Task details – Below are records; how many of their lines contain "filters"? Answer with only the number.

(Items from a data source)
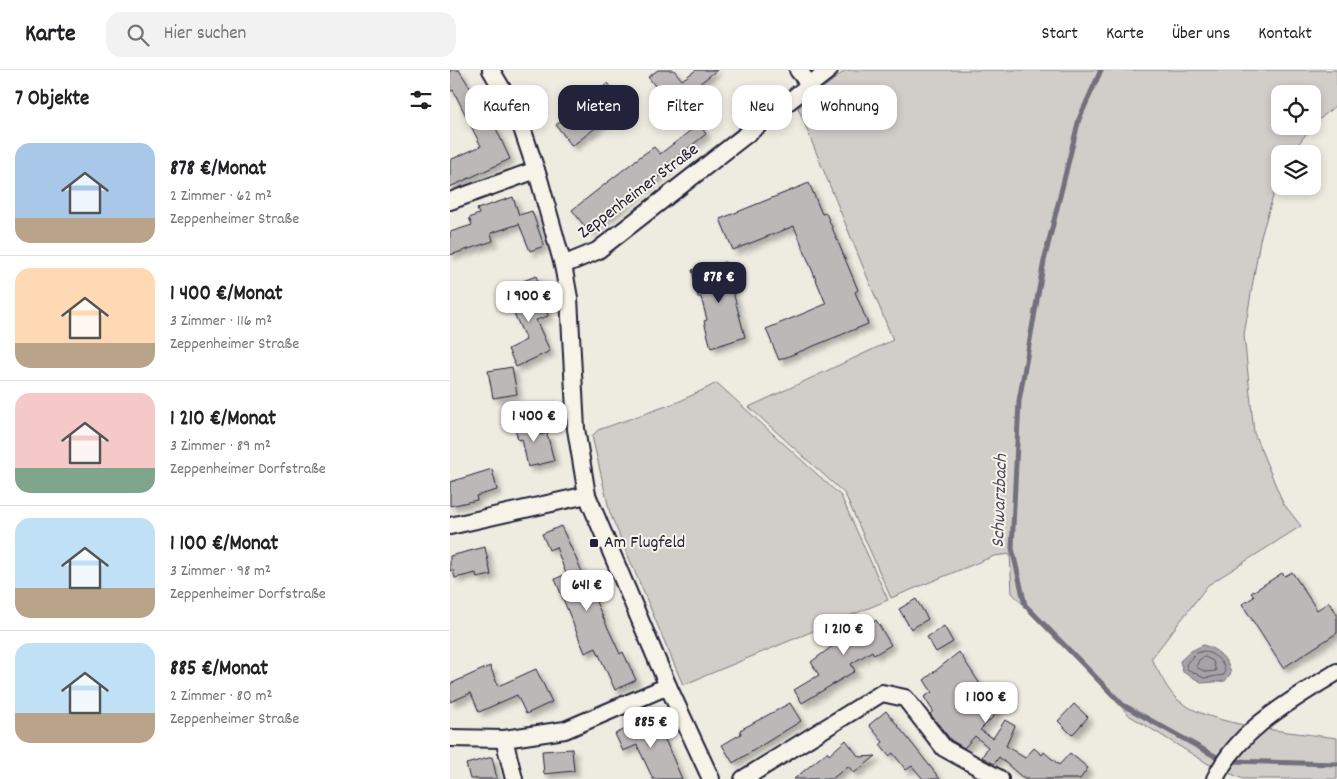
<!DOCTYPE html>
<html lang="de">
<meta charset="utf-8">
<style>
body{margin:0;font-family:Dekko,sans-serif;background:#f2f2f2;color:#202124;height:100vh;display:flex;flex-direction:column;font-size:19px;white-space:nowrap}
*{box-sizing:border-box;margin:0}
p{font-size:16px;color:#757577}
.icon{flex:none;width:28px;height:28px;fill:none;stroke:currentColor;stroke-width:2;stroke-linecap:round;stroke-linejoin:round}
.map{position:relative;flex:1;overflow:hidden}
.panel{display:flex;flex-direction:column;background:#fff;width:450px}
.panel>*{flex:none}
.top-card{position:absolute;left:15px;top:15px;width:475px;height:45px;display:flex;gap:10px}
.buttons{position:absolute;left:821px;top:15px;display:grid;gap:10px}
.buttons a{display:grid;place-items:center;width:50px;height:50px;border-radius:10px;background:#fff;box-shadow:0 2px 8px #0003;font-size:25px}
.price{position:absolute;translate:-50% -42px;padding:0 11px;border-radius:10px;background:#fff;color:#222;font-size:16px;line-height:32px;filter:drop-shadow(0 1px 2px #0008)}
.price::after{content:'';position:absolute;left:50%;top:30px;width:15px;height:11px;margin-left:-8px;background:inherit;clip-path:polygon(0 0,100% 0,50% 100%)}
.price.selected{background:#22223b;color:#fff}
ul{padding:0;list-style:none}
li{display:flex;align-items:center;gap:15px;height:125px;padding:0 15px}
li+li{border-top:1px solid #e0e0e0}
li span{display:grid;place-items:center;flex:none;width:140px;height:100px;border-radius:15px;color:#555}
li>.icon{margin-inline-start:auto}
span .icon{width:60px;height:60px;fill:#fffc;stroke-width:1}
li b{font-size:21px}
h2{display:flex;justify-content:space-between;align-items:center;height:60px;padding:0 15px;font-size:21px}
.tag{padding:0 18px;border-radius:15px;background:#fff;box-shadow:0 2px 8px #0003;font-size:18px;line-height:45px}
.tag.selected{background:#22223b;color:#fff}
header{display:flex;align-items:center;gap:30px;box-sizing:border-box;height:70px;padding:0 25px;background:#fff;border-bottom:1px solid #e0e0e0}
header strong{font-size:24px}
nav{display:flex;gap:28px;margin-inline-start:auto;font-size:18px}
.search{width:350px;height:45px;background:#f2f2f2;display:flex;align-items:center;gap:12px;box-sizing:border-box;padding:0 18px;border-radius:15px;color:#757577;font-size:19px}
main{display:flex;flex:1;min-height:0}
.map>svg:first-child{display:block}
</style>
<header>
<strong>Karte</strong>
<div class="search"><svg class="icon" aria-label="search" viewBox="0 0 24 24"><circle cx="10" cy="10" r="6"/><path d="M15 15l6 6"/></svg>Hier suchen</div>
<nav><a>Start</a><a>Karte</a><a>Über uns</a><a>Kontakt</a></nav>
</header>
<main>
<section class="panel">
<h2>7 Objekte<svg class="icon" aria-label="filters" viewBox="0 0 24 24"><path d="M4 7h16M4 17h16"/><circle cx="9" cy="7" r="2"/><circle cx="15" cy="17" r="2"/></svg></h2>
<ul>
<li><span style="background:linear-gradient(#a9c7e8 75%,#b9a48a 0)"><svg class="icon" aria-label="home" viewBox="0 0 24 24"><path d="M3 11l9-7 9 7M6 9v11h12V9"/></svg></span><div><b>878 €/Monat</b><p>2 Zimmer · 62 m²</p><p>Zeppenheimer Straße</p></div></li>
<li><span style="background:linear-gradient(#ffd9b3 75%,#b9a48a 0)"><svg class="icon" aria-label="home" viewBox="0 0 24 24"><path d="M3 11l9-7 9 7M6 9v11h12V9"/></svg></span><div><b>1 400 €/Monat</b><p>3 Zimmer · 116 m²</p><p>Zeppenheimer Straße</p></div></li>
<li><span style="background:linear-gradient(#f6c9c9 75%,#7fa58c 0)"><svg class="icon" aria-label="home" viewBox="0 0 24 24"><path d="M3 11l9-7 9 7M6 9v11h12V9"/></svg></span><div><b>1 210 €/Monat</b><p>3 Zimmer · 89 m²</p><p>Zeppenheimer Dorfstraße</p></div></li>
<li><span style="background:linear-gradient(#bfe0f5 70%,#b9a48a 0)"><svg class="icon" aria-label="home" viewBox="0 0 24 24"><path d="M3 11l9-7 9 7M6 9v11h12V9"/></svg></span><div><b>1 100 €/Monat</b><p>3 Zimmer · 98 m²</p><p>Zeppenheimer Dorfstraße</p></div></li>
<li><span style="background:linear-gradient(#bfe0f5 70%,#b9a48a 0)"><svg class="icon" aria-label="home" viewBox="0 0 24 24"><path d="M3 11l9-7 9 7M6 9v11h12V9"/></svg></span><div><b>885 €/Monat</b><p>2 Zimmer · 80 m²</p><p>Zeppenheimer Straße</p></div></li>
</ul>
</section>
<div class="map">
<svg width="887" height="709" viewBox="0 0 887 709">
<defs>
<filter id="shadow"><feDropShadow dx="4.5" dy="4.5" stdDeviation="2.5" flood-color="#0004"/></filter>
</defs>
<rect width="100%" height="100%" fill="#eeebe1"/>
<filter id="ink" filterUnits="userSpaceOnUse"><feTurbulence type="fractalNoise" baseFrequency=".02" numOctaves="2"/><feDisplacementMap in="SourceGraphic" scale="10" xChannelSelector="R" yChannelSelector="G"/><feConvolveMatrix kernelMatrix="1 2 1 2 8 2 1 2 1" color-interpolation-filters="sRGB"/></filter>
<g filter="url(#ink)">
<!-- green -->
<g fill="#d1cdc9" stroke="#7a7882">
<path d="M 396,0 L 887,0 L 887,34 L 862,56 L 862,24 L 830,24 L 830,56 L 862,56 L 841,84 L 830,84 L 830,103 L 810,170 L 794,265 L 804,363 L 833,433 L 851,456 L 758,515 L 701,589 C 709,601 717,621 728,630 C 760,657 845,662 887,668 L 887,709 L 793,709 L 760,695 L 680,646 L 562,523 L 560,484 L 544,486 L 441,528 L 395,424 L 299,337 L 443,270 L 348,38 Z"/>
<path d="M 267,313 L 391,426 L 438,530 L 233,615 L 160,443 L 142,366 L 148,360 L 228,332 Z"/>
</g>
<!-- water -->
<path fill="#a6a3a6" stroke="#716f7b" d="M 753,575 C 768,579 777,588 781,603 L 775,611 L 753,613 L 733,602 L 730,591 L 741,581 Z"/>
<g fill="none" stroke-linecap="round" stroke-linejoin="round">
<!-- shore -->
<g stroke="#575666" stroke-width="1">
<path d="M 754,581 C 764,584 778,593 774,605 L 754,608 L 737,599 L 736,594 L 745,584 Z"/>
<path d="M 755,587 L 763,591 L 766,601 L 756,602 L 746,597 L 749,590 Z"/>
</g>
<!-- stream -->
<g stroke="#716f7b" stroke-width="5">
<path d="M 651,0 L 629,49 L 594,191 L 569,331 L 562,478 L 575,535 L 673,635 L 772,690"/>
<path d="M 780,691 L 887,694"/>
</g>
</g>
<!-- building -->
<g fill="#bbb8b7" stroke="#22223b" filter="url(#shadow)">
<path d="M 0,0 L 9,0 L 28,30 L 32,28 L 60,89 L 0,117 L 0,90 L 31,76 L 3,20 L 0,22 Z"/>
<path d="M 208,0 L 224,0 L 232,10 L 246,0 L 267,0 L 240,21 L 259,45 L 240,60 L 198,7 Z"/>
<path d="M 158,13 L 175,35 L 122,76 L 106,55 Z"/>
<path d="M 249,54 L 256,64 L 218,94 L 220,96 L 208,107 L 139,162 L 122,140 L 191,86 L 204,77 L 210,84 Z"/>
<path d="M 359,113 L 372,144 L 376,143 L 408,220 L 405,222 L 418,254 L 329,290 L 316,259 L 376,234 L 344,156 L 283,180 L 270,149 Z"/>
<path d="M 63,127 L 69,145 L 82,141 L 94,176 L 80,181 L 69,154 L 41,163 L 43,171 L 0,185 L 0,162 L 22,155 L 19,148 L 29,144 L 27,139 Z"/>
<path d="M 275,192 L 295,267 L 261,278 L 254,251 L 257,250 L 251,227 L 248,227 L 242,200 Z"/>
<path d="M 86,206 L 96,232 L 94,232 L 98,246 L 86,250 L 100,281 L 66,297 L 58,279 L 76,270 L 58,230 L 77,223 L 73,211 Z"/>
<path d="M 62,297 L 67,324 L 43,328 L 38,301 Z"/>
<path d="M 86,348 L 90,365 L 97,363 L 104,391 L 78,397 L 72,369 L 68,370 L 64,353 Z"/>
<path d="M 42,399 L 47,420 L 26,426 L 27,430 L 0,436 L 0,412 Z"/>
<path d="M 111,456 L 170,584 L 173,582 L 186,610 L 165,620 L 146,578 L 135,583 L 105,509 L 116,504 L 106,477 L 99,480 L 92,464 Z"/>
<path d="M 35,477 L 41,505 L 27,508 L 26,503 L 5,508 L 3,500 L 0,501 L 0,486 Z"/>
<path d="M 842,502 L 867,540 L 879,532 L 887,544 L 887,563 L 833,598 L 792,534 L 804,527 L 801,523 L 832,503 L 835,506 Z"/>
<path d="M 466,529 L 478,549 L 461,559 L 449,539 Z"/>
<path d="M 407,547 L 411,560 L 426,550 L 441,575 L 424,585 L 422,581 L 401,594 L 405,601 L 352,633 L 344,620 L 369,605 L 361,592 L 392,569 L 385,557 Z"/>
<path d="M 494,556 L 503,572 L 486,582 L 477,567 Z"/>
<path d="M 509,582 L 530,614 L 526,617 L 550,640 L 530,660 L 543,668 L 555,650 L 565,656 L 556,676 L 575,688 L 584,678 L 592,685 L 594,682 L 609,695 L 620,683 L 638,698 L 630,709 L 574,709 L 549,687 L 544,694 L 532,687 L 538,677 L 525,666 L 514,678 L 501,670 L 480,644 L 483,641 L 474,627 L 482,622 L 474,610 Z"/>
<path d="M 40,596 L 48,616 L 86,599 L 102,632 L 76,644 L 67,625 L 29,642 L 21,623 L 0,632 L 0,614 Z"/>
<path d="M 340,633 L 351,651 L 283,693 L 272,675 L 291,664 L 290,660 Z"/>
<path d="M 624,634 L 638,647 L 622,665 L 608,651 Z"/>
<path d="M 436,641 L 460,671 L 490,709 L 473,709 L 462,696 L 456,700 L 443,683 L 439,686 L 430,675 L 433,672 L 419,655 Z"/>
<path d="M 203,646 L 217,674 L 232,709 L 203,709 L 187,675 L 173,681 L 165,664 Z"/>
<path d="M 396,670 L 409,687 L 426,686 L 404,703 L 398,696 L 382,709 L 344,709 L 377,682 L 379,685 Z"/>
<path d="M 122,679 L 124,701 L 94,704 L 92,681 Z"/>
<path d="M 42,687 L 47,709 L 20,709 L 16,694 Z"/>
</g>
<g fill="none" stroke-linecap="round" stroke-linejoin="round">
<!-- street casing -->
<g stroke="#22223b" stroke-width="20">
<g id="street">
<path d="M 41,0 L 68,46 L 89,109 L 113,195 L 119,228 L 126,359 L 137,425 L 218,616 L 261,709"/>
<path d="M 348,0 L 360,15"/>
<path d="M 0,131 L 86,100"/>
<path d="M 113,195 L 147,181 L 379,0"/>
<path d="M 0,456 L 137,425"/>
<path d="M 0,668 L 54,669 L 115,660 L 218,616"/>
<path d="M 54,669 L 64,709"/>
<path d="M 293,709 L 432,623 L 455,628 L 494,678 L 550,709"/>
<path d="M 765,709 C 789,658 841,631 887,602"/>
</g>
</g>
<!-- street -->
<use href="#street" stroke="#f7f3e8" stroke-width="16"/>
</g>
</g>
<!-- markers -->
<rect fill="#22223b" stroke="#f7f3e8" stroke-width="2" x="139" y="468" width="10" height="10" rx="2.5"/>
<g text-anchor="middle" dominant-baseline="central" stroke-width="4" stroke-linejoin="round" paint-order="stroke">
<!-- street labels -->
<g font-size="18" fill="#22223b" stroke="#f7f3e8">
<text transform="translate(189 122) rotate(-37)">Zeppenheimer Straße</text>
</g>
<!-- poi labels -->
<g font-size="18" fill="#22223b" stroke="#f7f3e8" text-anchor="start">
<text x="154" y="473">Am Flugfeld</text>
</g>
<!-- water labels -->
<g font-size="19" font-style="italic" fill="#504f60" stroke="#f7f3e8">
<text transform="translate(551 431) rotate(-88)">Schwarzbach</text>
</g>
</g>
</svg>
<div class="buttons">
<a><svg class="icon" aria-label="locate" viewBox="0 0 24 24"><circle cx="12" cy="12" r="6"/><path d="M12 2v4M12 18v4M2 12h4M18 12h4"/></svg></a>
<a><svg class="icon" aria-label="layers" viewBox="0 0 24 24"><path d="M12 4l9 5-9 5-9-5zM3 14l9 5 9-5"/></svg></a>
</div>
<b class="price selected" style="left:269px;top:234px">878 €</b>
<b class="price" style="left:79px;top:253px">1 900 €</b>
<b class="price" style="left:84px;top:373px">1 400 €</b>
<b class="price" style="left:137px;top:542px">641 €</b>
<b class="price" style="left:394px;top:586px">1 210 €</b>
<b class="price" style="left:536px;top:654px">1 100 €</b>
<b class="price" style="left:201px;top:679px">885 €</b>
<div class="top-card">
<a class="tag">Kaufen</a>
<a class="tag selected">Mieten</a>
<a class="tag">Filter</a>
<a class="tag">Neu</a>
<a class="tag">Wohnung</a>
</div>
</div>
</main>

Written solution – 2